* [ASSIGNED TASK] Everything in the records below should be printed exactly, except the pictures.

*****

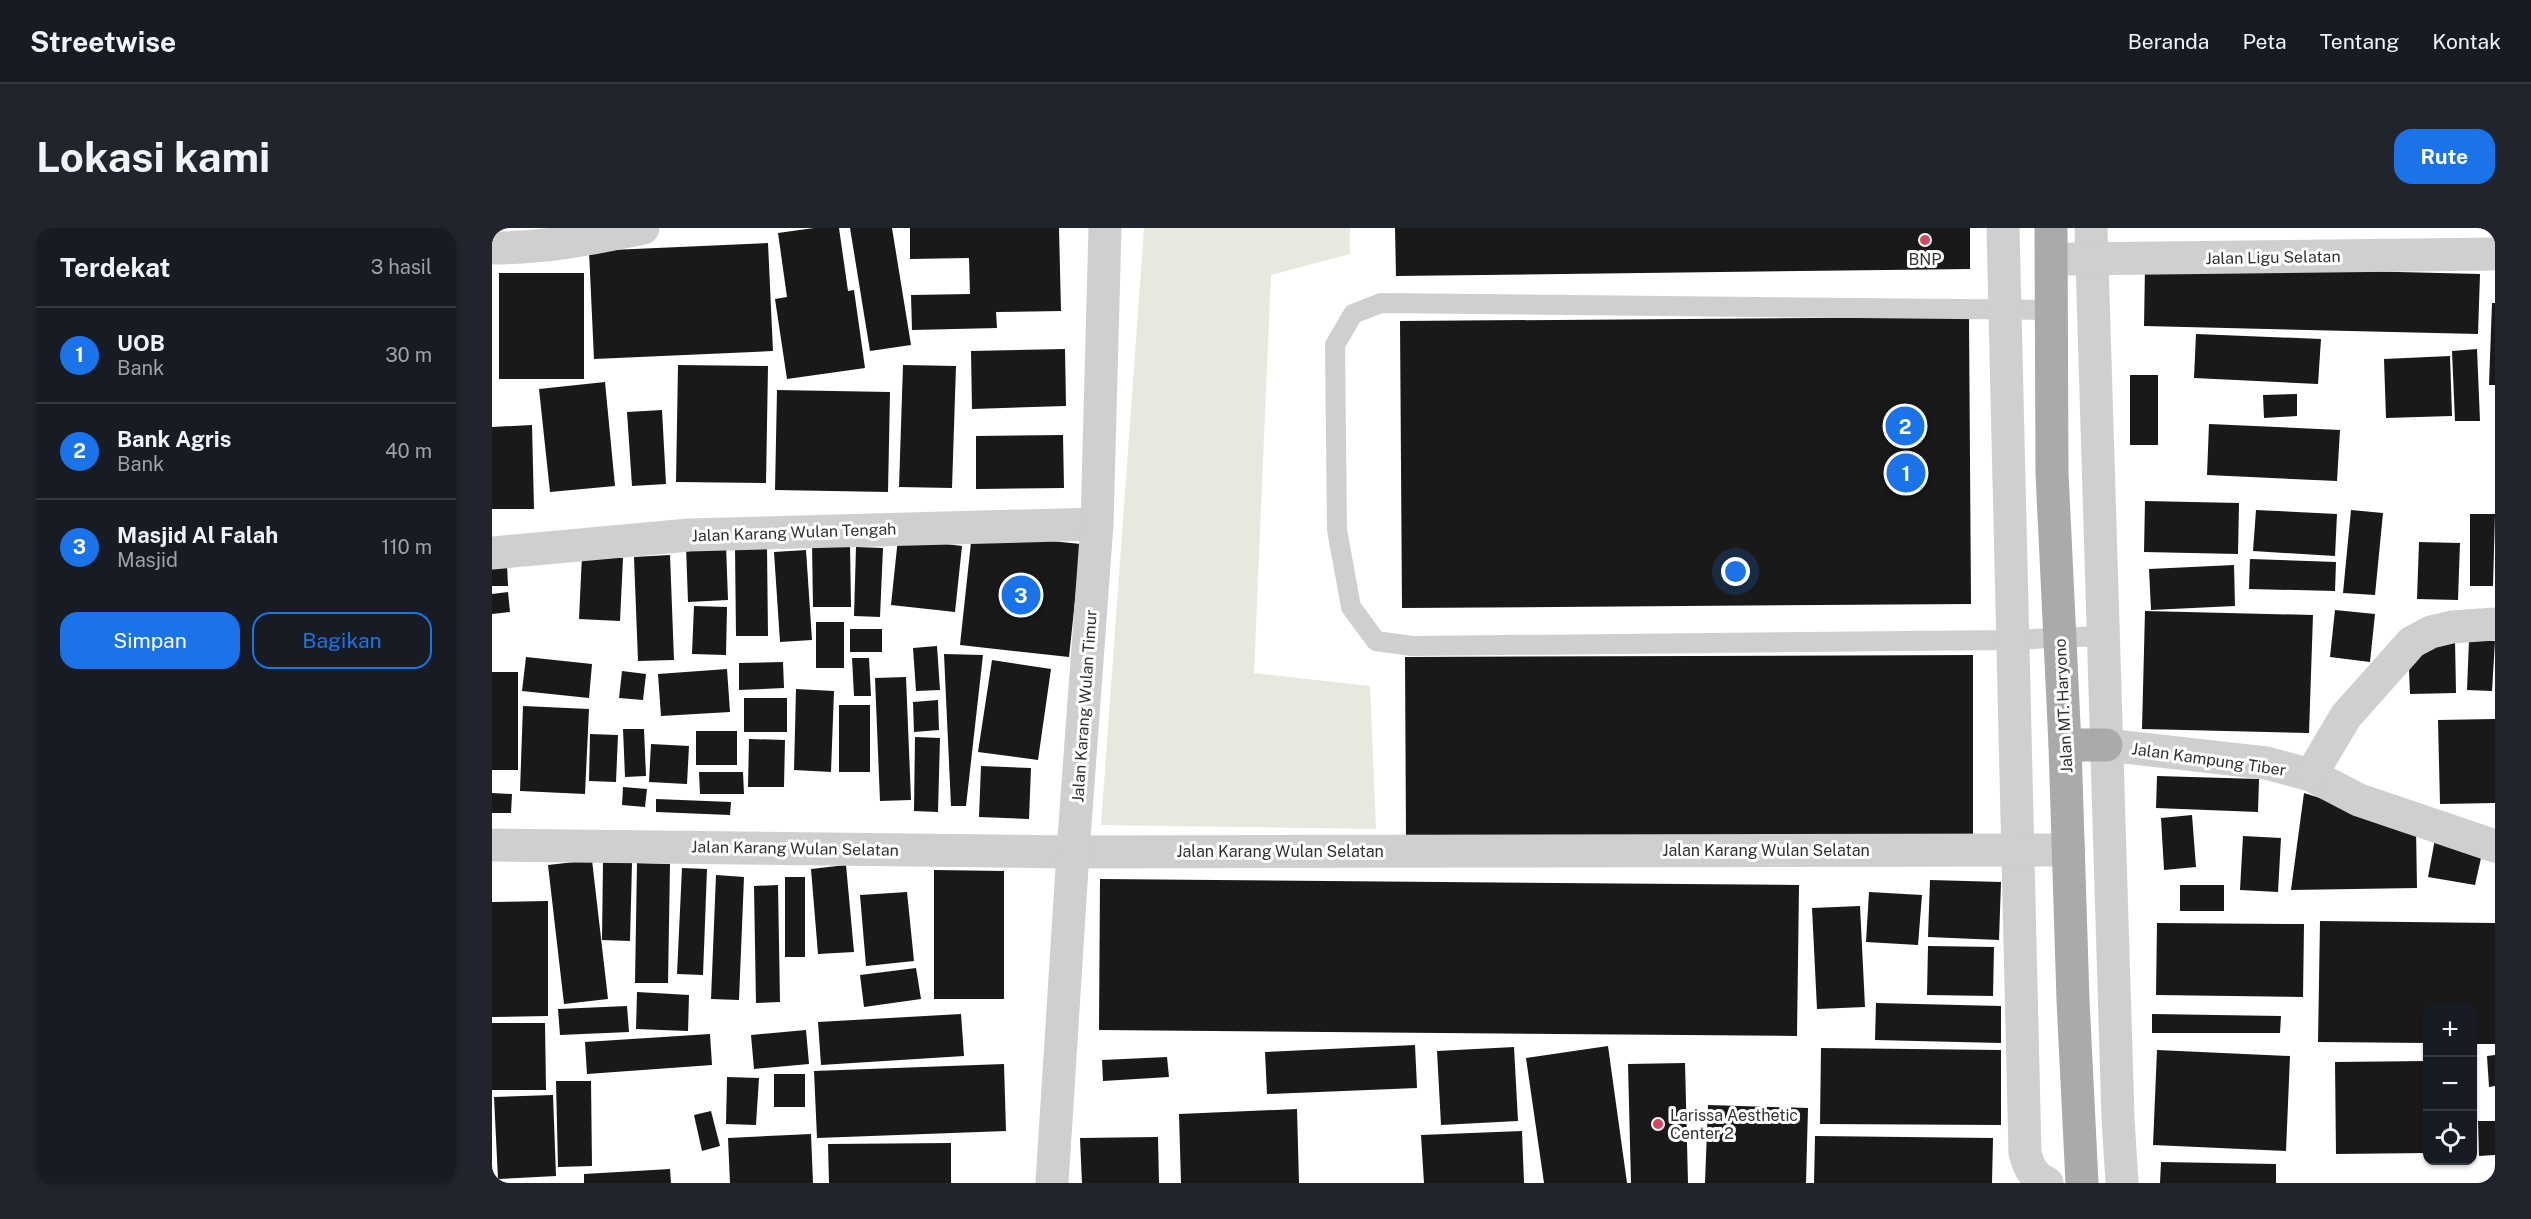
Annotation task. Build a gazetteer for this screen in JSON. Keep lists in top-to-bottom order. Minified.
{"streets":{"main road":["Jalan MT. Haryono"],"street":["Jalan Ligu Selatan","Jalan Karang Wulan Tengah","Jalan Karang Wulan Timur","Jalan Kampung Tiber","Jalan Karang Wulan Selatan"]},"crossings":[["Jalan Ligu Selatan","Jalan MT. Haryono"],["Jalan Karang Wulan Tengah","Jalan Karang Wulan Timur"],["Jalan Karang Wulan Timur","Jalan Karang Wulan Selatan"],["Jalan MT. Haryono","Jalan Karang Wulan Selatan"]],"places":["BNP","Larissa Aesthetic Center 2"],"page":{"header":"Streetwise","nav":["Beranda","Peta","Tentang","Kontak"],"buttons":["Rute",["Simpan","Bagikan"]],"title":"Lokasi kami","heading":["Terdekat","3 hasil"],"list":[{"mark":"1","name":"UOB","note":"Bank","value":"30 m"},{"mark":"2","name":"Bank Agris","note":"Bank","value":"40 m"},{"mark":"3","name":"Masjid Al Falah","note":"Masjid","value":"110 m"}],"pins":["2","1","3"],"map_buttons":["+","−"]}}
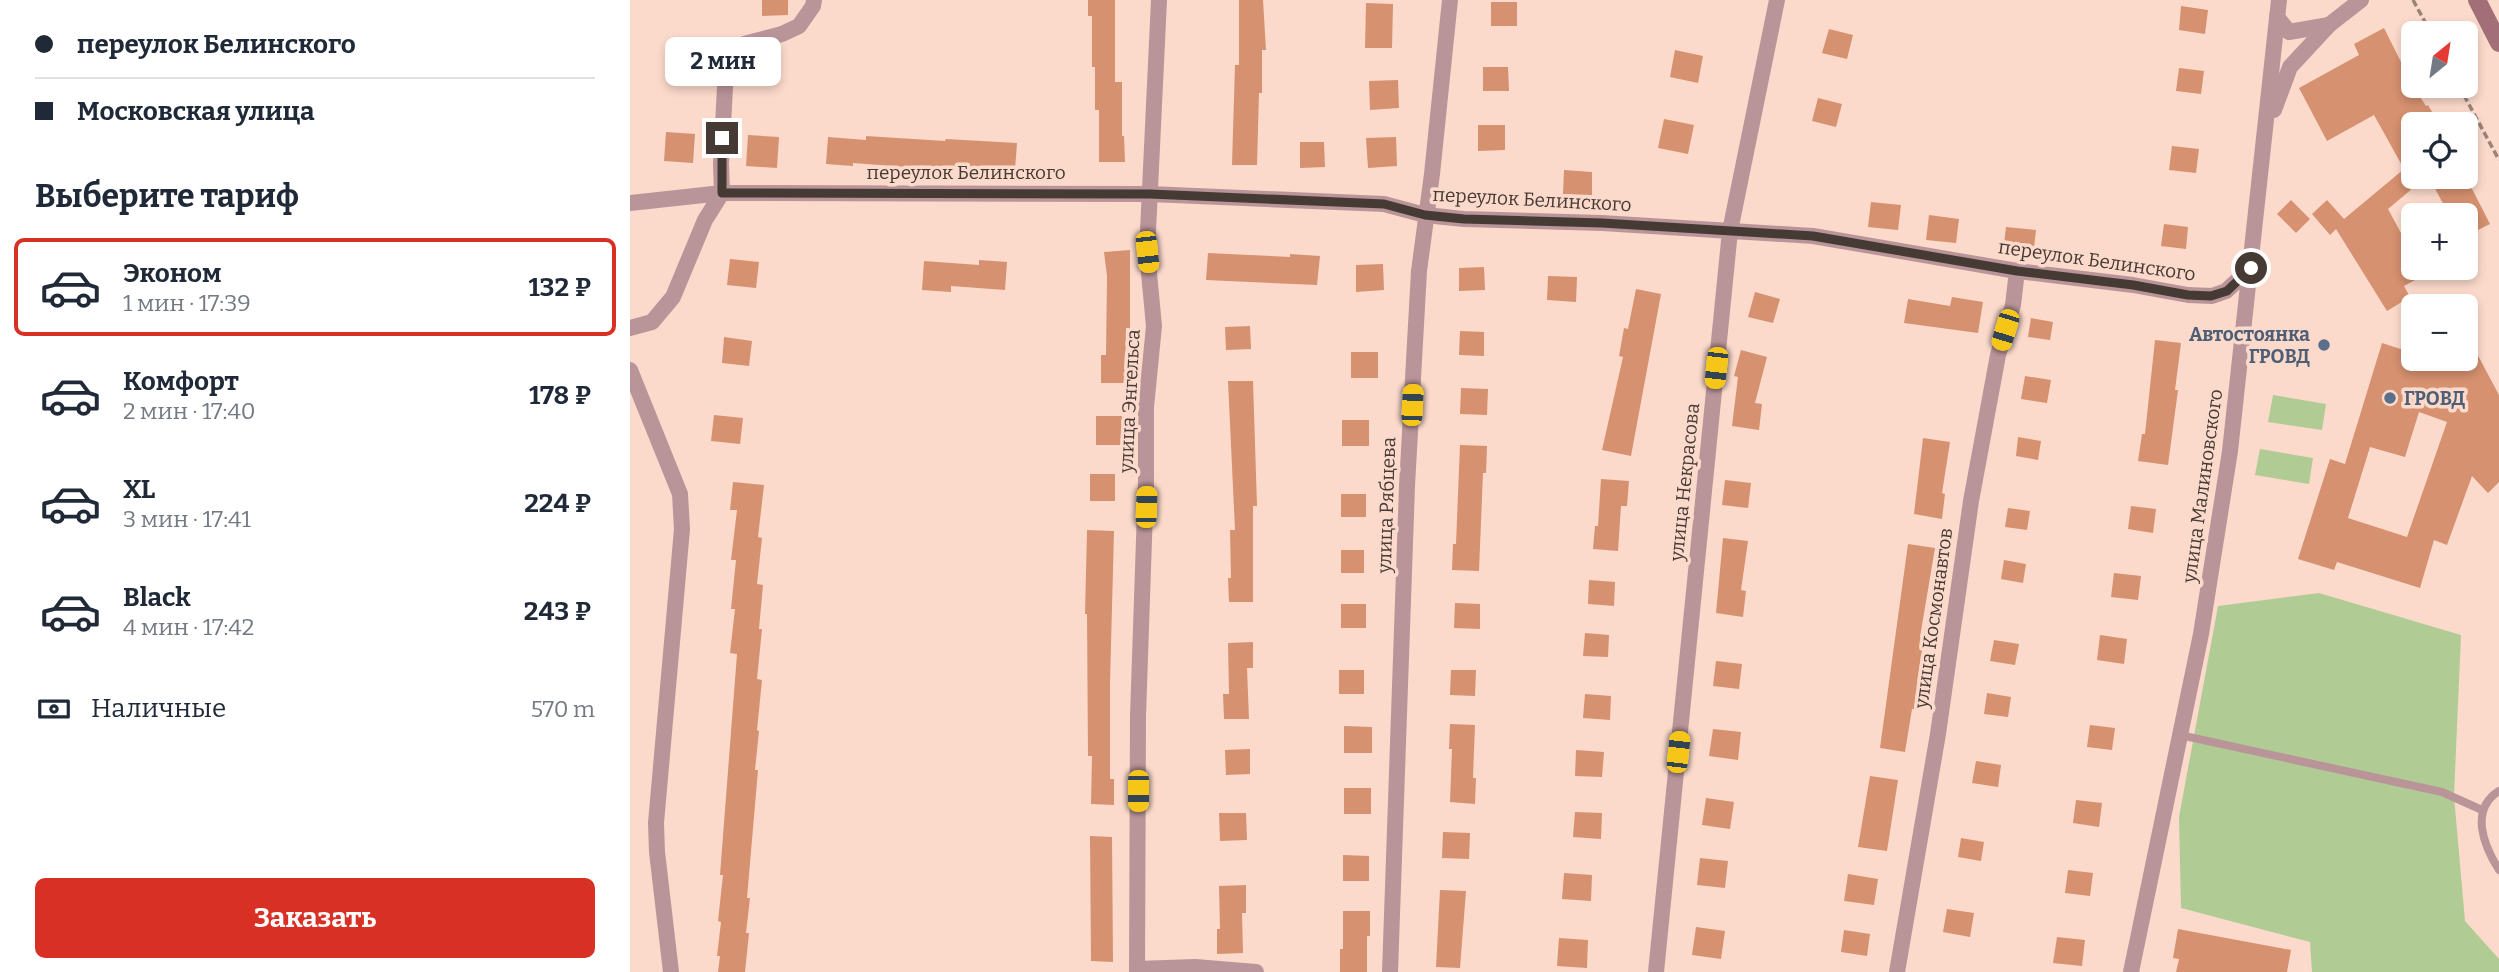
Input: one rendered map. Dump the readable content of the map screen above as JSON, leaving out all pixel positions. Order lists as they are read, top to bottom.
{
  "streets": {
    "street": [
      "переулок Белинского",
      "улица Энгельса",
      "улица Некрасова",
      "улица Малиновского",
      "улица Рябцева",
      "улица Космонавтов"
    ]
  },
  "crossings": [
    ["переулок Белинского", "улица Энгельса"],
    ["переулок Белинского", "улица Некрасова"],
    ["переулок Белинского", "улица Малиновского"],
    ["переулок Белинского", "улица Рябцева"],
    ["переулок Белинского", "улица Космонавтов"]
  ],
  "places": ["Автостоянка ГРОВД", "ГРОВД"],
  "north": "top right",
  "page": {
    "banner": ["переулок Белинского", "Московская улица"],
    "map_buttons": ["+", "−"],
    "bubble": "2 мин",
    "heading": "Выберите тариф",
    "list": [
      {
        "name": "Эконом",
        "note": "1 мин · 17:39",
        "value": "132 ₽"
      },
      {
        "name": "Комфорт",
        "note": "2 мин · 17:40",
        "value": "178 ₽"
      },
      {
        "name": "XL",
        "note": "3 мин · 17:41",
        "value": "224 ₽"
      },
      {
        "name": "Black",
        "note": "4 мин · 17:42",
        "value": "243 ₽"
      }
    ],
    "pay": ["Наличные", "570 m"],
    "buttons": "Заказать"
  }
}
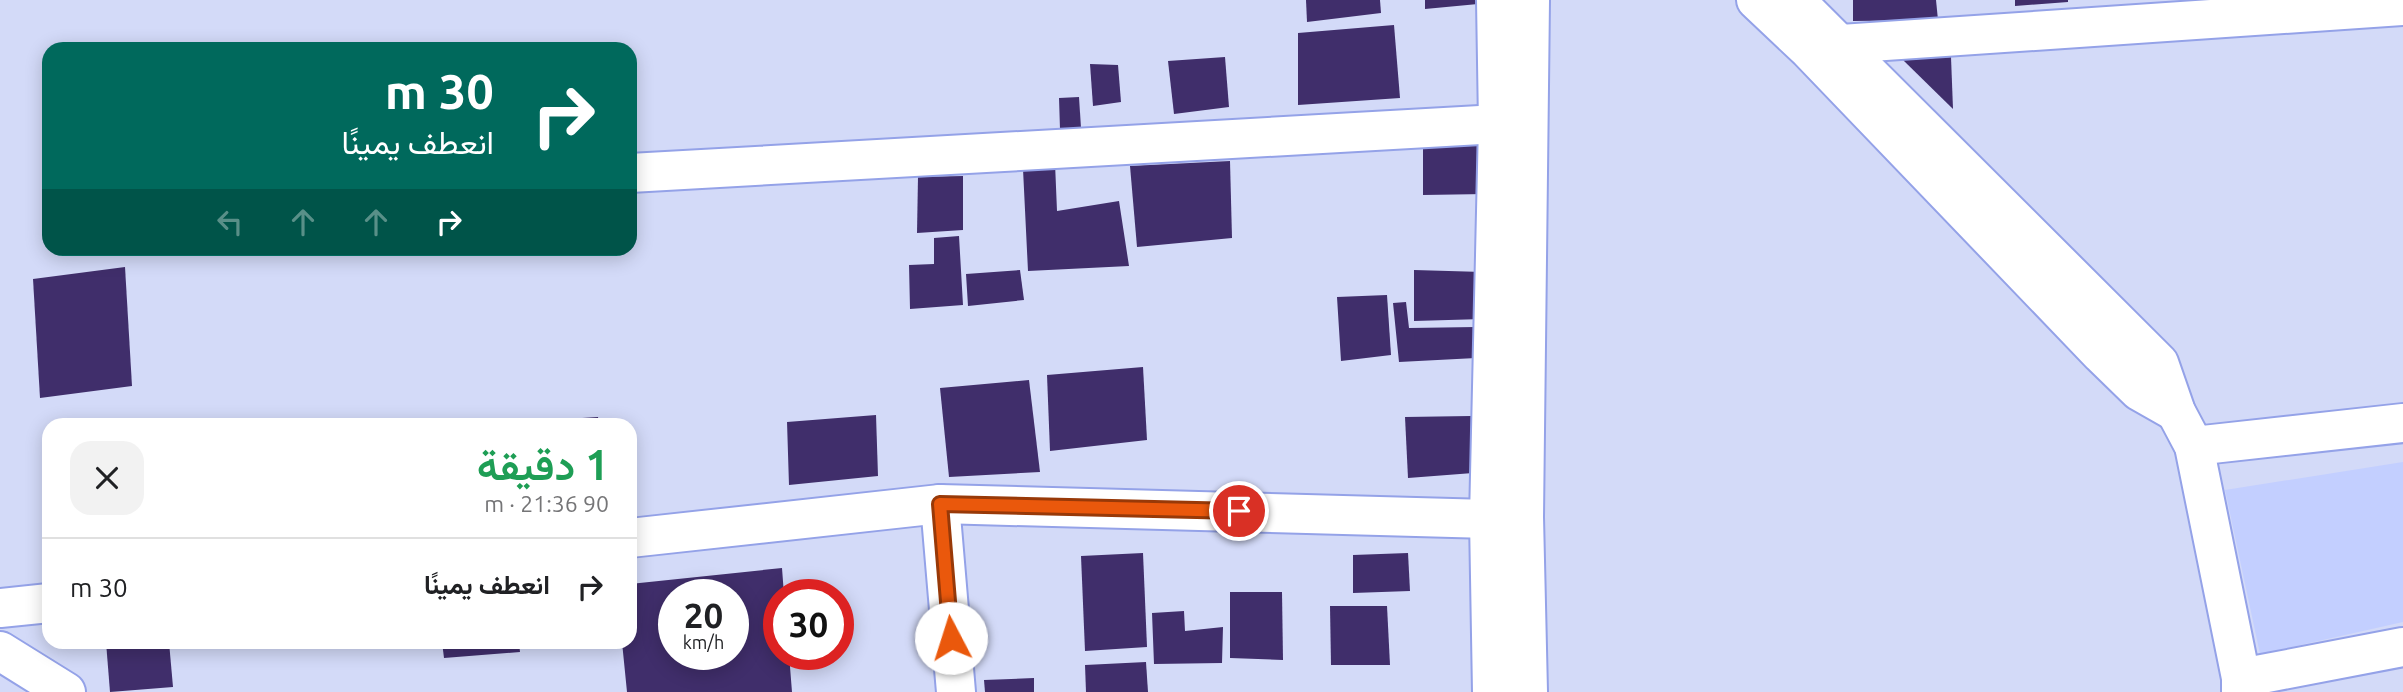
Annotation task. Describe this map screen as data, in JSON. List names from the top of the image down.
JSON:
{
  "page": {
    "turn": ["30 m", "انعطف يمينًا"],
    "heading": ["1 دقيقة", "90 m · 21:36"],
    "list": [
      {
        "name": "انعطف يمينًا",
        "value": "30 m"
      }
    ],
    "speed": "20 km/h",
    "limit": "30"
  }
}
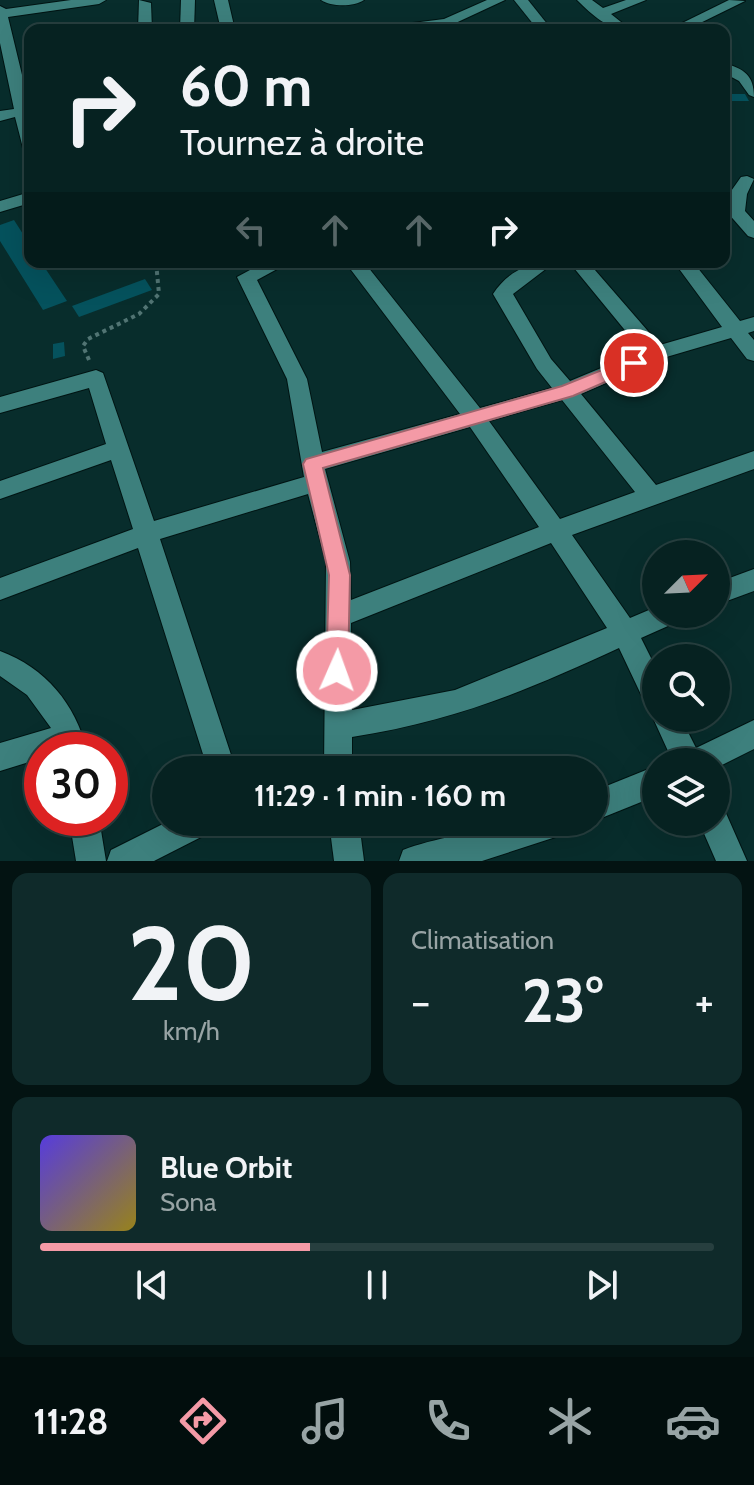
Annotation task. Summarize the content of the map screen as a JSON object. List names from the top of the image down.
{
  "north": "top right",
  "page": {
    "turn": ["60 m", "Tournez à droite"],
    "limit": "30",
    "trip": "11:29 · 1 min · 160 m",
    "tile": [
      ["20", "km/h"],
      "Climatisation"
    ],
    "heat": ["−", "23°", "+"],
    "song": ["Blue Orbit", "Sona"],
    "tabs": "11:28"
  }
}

*****

* [RESPONSE]
Annotation task. Build a gazetteer for this screen in JSON. Keep lists in top-to-bottom order. Minified.
{"streets":{"main road":["Jalan MT. Haryono"],"street":["Jalan Ligu Selatan","Jalan Karang Wulan Tengah","Jalan Karang Wulan Timur","Jalan Kampung Tiber","Jalan Karang Wulan Selatan"]},"crossings":[["Jalan Ligu Selatan","Jalan MT. Haryono"],["Jalan Karang Wulan Tengah","Jalan Karang Wulan Timur"],["Jalan Karang Wulan Timur","Jalan Karang Wulan Selatan"],["Jalan MT. Haryono","Jalan Karang Wulan Selatan"]],"places":["BNP","Larissa Aesthetic Center 2"],"page":{"header":"Streetwise","nav":["Beranda","Peta","Tentang","Kontak"],"buttons":["Rute",["Simpan","Bagikan"]],"title":"Lokasi kami","heading":["Terdekat","3 hasil"],"list":[{"mark":"1","name":"UOB","note":"Bank","value":"30 m"},{"mark":"2","name":"Bank Agris","note":"Bank","value":"40 m"},{"mark":"3","name":"Masjid Al Falah","note":"Masjid","value":"110 m"}],"pins":["2","1","3"],"map_buttons":["+","−"]}}
Input: one rendered map. Dump the readable content of the map screen above as JSON, leaving out all pixel positions. Order lists as they are read, top to bottom.
{
  "streets": {
    "street": [
      "переулок Белинского",
      "улица Энгельса",
      "улица Некрасова",
      "улица Малиновского",
      "улица Рябцева",
      "улица Космонавтов"
    ]
  },
  "crossings": [
    ["переулок Белинского", "улица Энгельса"],
    ["переулок Белинского", "улица Некрасова"],
    ["переулок Белинского", "улица Малиновского"],
    ["переулок Белинского", "улица Рябцева"],
    ["переулок Белинского", "улица Космонавтов"]
  ],
  "places": ["Автостоянка ГРОВД", "ГРОВД"],
  "north": "top right",
  "page": {
    "banner": ["переулок Белинского", "Московская улица"],
    "map_buttons": ["+", "−"],
    "bubble": "2 мин",
    "heading": "Выберите тариф",
    "list": [
      {
        "name": "Эконом",
        "note": "1 мин · 17:39",
        "value": "132 ₽"
      },
      {
        "name": "Комфорт",
        "note": "2 мин · 17:40",
        "value": "178 ₽"
      },
      {
        "name": "XL",
        "note": "3 мин · 17:41",
        "value": "224 ₽"
      },
      {
        "name": "Black",
        "note": "4 мин · 17:42",
        "value": "243 ₽"
      }
    ],
    "pay": ["Наличные", "570 m"],
    "buttons": "Заказать"
  }
}
Annotation task. Describe this map screen as data, in JSON. List names from the top of the image down.
JSON:
{
  "page": {
    "turn": ["30 m", "انعطف يمينًا"],
    "heading": ["1 دقيقة", "90 m · 21:36"],
    "list": [
      {
        "name": "انعطف يمينًا",
        "value": "30 m"
      }
    ],
    "speed": "20 km/h",
    "limit": "30"
  }
}
Annotation task. Summarize the content of the map screen as a JSON object. List names from the top of the image down.
{
  "north": "top right",
  "page": {
    "turn": ["60 m", "Tournez à droite"],
    "limit": "30",
    "trip": "11:29 · 1 min · 160 m",
    "tile": [
      ["20", "km/h"],
      "Climatisation"
    ],
    "heat": ["−", "23°", "+"],
    "song": ["Blue Orbit", "Sona"],
    "tabs": "11:28"
  }
}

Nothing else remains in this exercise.